Sungguh ironis melihat bagaimana degradasi lingkungan, kerentanan terhadap perubahan iklim, serta kebutuhan untuk bertahan hidup pada akhirnya merubah cara hidup masyarakat adat. Misalnya saja keberadaan permukiman permanen yang dibangun oleh pemerintah secara tidak langsung memaksa Orang Rimba untuk hidup menetap di satu lokasi. Upaya adaptasi perubahan iklim dan lingkungan yang ditujukan bagi Orang Rimba tersebut ternyata tidak sesuai harapan. Banyak rumah-rumah di permukiman tersebut yang ditinggalkan oleh mereka karena mereka kembali ke hutan.
Meskipun perwakilan masyarakat adat telah terlibat dalam negosiasi perubahan iklim internasional sejak tahun 2008, di titik ini kita mengetahui bahwa dampak nyata perubahan iklim masih mengancam kehidupan masyarakat adat di seluruh dunia. Kasus-kasus serupa yang menimpa Orang Rimba bisa saja terjadi. Selain meningkatan sensitifitas kita terhadap informasi aktual yang menyinggung nasib masyarakat adat dalam kondisi iklim yang berubah, upaya negosiasi pendanaan iklim global juga dapat dilakukan dengan mengefisienkan dana untuk kepentingan adaptasi perubahan iklim masyarakat adat.

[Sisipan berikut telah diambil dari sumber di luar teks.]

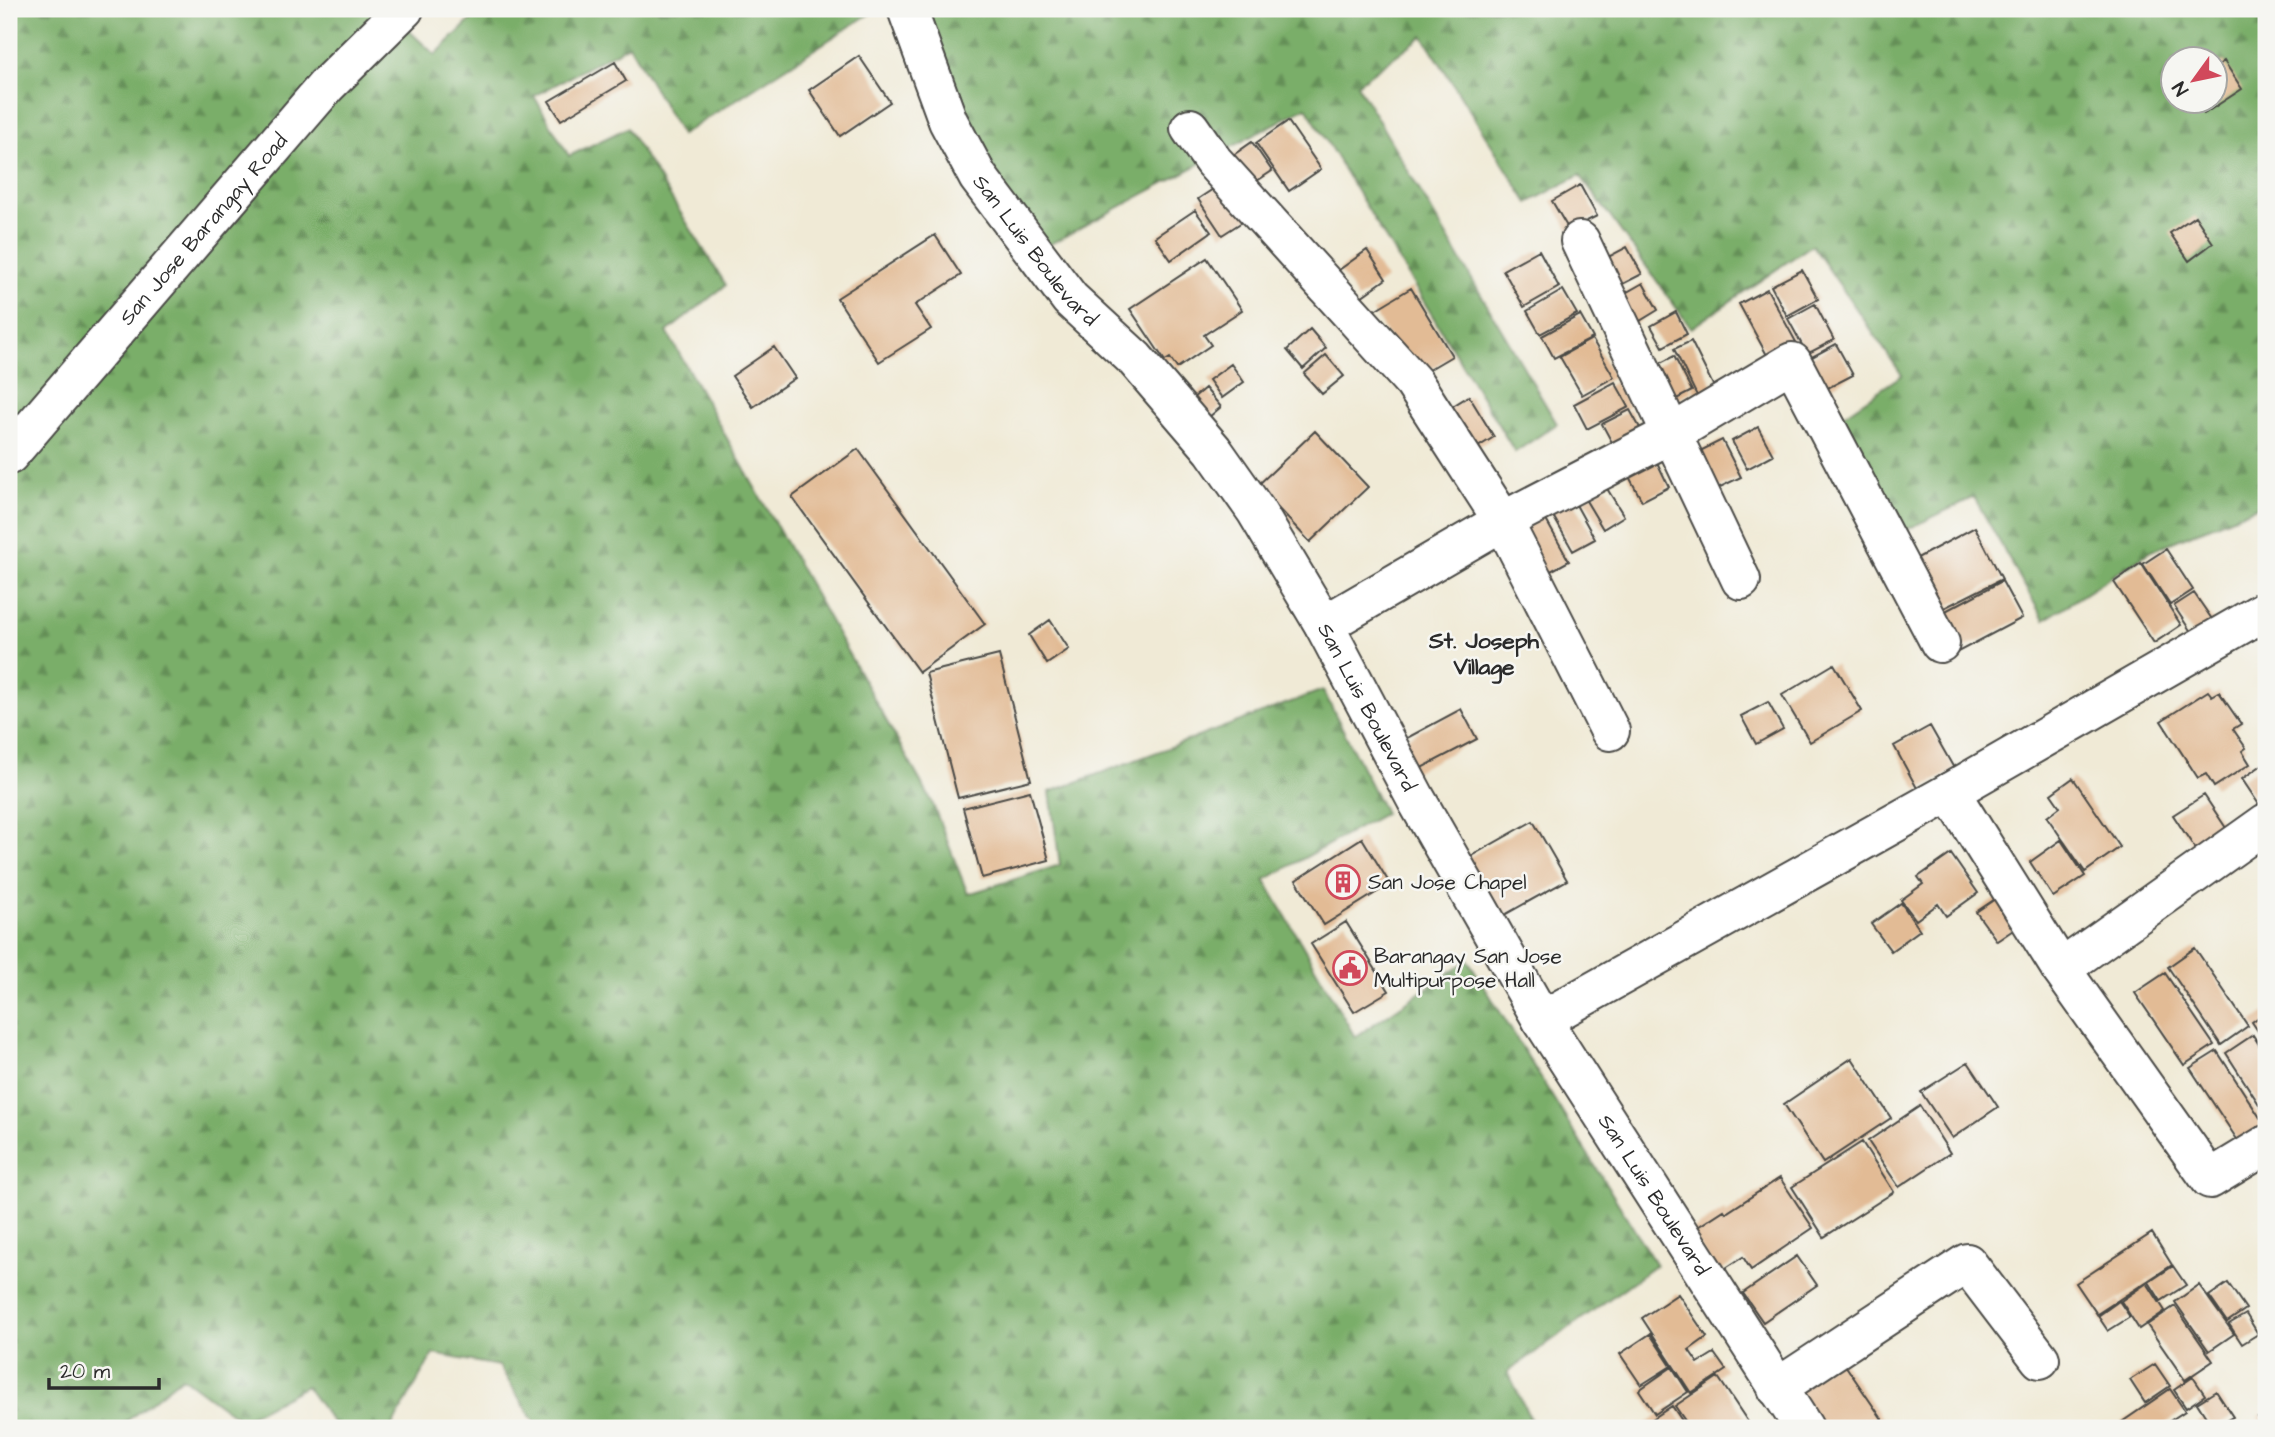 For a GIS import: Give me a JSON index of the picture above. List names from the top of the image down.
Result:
{
  "streets": {
    "street": ["San Jose Barangay Road", "San Luis Boulevard"]
  },
  "districts": ["St. Joseph Village"],
  "places": {
    "building": ["San Jose Chapel"],
    "public building": ["Barangay San Jose Multipurpose Hall"]
  },
  "scale_bar": "20 m",
  "north": "bottom left"
} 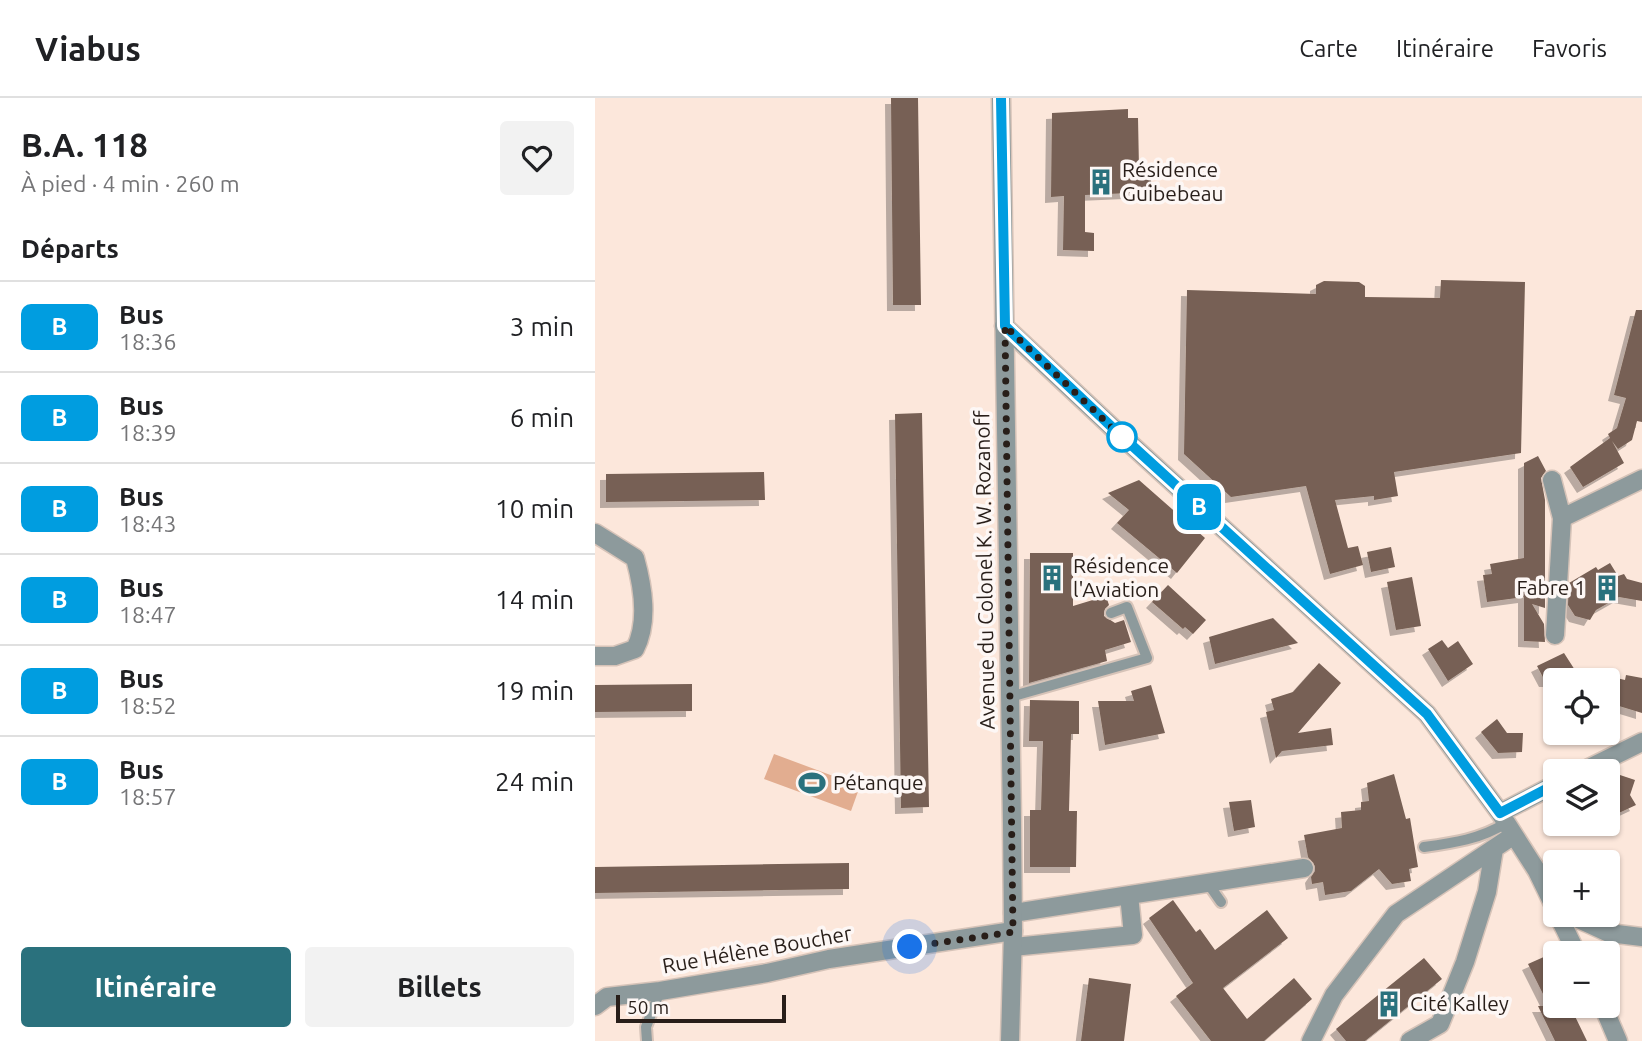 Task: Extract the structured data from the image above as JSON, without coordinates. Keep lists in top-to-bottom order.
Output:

Kearifan lokal masyarakat adat juga dapat memberikan peluang strategis bagi pengembangan model adaptasi perubahan iklim yang lebih efektif. Kearifan lokal ini terdiri atas nilai dan wawasan lokal yang senantiasa terjaga serta menjadi penghubung manajemen risiko bencana yang tengah dikembangkan saat ini. Kombinasi antara kearifan lokal dan adaptasi perubahan iklim diharapkan menjadi masukan bagi strategi adaptasi yang relevan dengan kebutuhan masyarakat adat saat ini serta mampu memperbaiki kondisi resiliensi masyarakat adat secara berkelanjutan.